──────── Material for the task
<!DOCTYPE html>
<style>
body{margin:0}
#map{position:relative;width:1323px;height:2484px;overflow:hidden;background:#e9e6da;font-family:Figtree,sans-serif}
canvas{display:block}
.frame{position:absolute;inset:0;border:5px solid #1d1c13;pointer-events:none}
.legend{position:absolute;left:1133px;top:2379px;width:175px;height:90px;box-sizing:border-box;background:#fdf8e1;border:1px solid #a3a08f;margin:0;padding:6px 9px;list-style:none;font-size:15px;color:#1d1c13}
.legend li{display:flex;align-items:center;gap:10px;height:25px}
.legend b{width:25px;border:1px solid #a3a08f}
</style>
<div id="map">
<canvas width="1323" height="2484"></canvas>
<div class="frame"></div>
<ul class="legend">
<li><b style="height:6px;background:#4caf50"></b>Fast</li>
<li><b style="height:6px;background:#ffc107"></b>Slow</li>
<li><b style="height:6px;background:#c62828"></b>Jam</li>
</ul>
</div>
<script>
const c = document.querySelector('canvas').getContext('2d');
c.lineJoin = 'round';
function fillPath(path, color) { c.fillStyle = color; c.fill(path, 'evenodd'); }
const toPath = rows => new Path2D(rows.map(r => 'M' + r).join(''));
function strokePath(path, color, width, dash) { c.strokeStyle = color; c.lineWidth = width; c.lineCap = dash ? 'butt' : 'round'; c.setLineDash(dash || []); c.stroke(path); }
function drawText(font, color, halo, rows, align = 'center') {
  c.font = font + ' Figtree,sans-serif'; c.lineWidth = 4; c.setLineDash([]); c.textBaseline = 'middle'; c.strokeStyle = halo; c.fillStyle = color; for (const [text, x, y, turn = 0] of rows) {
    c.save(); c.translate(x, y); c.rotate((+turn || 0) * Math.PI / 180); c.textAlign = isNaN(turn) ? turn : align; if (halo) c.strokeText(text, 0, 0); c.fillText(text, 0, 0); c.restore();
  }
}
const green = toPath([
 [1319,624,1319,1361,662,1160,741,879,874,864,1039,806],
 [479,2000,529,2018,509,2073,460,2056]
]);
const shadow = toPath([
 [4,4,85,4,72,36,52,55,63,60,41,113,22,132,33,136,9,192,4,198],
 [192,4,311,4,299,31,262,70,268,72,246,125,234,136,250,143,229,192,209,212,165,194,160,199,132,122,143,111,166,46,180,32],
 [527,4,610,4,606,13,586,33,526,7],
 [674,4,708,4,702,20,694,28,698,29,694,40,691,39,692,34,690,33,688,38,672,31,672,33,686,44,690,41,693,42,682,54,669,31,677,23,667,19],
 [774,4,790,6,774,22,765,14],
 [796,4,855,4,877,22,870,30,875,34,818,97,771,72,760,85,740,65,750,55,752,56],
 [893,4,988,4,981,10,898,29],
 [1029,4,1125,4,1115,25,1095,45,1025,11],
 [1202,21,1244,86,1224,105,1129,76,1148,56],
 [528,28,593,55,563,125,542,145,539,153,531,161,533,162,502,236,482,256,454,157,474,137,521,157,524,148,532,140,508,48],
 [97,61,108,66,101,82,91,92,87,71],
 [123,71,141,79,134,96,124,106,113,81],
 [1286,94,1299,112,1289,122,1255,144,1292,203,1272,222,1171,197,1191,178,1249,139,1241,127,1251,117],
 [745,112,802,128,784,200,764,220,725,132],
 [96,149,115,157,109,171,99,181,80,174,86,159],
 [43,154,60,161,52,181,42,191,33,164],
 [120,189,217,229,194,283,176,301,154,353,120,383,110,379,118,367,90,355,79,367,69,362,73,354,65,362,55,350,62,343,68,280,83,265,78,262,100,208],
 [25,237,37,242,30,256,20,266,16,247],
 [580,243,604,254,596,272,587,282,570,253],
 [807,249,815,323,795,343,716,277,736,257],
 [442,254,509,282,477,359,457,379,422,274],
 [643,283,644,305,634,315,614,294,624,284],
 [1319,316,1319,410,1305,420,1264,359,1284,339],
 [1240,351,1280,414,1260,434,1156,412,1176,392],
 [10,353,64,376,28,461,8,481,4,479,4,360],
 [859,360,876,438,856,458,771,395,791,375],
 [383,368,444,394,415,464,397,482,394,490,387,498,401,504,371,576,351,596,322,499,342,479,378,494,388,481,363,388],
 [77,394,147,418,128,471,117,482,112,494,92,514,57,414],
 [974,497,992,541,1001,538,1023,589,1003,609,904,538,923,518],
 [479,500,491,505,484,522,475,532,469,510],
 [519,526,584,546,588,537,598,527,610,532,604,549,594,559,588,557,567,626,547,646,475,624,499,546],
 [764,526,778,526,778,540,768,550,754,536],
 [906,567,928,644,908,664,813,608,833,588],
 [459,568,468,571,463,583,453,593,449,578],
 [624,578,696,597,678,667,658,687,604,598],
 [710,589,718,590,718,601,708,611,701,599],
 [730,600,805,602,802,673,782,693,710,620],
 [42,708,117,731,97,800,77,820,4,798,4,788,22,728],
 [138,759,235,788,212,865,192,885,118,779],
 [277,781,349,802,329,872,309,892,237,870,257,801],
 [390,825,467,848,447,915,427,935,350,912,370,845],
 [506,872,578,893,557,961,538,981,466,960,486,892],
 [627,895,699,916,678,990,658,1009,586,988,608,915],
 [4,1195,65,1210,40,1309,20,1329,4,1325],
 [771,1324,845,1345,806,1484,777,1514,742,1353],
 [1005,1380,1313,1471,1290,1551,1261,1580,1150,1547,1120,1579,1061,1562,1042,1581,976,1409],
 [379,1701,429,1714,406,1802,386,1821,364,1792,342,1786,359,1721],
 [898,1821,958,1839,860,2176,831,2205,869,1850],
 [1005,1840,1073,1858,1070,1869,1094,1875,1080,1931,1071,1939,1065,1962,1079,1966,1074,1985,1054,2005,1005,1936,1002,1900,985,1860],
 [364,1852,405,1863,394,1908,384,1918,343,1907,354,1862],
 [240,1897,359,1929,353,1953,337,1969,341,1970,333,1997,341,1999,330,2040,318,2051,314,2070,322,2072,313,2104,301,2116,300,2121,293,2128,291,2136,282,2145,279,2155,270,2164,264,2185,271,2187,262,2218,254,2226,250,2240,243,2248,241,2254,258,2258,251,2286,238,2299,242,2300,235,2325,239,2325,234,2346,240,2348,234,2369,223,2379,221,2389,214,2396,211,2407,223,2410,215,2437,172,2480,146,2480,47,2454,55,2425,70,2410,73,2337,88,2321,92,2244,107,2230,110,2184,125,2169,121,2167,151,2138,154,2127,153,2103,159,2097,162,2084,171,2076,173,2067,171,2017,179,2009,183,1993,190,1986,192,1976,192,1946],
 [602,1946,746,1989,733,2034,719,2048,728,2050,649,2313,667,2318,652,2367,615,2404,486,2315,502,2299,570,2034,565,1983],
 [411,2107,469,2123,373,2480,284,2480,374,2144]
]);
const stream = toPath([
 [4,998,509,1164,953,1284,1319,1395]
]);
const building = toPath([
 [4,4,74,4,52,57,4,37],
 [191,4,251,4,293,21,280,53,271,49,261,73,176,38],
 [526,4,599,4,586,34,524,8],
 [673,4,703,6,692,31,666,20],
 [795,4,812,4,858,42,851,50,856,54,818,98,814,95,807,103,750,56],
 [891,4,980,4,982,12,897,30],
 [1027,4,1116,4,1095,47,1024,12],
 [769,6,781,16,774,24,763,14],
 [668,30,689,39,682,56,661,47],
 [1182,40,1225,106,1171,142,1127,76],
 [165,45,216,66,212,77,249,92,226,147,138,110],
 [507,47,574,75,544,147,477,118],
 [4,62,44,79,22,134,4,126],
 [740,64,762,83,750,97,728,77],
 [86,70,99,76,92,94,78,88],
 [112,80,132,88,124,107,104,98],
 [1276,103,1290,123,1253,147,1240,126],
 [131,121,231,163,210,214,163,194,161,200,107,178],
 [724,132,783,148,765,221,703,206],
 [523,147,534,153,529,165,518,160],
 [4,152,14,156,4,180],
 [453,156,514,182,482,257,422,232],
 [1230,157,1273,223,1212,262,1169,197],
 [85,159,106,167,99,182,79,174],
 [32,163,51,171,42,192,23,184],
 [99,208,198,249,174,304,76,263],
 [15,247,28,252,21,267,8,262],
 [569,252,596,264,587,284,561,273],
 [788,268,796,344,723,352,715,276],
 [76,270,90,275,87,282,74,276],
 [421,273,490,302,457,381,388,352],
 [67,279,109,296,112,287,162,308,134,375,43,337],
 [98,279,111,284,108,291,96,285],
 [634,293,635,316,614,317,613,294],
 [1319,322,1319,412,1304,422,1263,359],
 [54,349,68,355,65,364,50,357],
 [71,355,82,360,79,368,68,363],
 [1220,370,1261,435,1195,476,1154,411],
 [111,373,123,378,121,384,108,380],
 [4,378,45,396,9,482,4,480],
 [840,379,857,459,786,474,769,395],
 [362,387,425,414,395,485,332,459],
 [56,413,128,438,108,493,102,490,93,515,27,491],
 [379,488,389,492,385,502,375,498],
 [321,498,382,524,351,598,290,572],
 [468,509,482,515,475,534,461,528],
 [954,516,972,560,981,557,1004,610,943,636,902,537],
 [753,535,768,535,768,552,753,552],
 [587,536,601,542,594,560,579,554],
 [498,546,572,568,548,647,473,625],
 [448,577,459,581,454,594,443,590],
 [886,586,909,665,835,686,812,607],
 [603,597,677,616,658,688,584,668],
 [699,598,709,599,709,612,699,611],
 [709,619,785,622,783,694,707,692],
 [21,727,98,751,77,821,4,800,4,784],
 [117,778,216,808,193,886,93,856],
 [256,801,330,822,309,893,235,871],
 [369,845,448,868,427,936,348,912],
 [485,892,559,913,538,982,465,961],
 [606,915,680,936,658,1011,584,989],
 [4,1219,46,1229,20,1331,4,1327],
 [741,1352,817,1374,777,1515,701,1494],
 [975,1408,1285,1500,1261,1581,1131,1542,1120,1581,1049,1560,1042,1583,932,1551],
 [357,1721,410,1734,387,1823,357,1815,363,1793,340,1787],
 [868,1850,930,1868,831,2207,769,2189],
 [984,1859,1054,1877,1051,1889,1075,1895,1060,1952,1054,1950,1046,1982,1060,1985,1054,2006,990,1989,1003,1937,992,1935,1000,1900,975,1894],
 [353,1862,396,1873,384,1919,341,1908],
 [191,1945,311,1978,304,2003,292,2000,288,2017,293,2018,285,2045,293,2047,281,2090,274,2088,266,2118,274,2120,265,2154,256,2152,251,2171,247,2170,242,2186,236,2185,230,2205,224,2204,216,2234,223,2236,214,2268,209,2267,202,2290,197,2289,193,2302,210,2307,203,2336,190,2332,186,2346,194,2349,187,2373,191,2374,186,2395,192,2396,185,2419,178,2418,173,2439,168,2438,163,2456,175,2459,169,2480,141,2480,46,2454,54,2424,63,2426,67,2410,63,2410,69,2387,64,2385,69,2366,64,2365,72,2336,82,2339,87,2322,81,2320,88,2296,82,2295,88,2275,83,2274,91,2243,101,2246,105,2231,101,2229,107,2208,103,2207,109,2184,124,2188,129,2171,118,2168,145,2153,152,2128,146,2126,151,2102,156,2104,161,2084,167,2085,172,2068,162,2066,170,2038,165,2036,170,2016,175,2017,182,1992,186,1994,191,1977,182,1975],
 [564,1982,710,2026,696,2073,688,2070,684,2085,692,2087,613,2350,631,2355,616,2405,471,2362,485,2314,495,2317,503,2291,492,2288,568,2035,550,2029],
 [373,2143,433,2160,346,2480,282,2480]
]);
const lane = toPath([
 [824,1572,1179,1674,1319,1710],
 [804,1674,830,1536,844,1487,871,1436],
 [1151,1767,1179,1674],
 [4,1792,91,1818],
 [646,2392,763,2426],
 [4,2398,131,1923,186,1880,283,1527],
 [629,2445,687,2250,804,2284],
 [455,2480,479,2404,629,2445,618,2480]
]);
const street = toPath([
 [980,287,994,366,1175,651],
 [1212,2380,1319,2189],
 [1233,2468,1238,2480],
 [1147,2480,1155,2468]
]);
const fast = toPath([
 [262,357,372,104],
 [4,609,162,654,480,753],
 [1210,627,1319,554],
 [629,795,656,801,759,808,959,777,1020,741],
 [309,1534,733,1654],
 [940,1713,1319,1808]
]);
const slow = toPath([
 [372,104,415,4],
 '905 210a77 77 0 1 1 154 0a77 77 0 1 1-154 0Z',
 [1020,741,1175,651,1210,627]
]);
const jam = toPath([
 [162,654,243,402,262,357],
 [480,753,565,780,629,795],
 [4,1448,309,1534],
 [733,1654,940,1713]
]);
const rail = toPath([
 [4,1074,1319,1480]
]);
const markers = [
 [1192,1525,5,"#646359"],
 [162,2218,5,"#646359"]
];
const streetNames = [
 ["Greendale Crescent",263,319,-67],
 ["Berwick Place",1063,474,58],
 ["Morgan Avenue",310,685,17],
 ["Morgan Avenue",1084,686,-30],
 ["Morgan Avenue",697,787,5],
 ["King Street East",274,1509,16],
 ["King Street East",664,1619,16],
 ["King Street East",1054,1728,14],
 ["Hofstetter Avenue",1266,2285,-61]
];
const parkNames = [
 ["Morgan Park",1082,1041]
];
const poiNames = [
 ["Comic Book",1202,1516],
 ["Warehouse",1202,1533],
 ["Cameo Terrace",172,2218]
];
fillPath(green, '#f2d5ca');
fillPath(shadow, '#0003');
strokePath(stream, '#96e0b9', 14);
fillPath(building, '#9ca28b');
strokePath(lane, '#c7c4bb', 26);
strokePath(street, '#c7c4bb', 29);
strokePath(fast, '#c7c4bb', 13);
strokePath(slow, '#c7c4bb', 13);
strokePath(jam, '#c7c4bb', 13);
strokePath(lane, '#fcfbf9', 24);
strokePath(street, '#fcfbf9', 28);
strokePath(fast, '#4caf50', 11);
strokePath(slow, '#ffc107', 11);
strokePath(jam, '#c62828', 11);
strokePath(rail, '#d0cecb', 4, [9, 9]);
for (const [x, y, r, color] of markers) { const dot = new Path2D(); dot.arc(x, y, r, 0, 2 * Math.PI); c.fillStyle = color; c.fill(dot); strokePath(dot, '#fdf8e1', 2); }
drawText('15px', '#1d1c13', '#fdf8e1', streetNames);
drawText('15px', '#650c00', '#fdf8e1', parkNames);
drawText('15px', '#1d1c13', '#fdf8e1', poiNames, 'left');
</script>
────────────────
__What to produce__
Begin at the first line of the records above and quote every line verbatim through the one that contains "[479,2000,529,2018,509,2073,460,2056]".

__Reply to the task__
<!DOCTYPE html>
<style>
body{margin:0}
#map{position:relative;width:1323px;height:2484px;overflow:hidden;background:#e9e6da;font-family:Figtree,sans-serif}
canvas{display:block}
.frame{position:absolute;inset:0;border:5px solid #1d1c13;pointer-events:none}
.legend{position:absolute;left:1133px;top:2379px;width:175px;height:90px;box-sizing:border-box;background:#fdf8e1;border:1px solid #a3a08f;margin:0;padding:6px 9px;list-style:none;font-size:15px;color:#1d1c13}
.legend li{display:flex;align-items:center;gap:10px;height:25px}
.legend b{width:25px;border:1px solid #a3a08f}
</style>
<div id="map">
<canvas width="1323" height="2484"></canvas>
<div class="frame"></div>
<ul class="legend">
<li><b style="height:6px;background:#4caf50"></b>Fast</li>
<li><b style="height:6px;background:#ffc107"></b>Slow</li>
<li><b style="height:6px;background:#c62828"></b>Jam</li>
</ul>
</div>
<script>
const c = document.querySelector('canvas').getContext('2d');
c.lineJoin = 'round';
function fillPath(path, color) { c.fillStyle = color; c.fill(path, 'evenodd'); }
const toPath = rows => new Path2D(rows.map(r => 'M' + r).join(''));
function strokePath(path, color, width, dash) { c.strokeStyle = color; c.lineWidth = width; c.lineCap = dash ? 'butt' : 'round'; c.setLineDash(dash || []); c.stroke(path); }
function drawText(font, color, halo, rows, align = 'center') {
  c.font = font + ' Figtree,sans-serif'; c.lineWidth = 4; c.setLineDash([]); c.textBaseline = 'middle'; c.strokeStyle = halo; c.fillStyle = color; for (const [text, x, y, turn = 0] of rows) {
    c.save(); c.translate(x, y); c.rotate((+turn || 0) * Math.PI / 180); c.textAlign = isNaN(turn) ? turn : align; if (halo) c.strokeText(text, 0, 0); c.fillText(text, 0, 0); c.restore();
  }
}
const green = toPath([
 [1319,624,1319,1361,662,1160,741,879,874,864,1039,806],
 [479,2000,529,2018,509,2073,460,2056]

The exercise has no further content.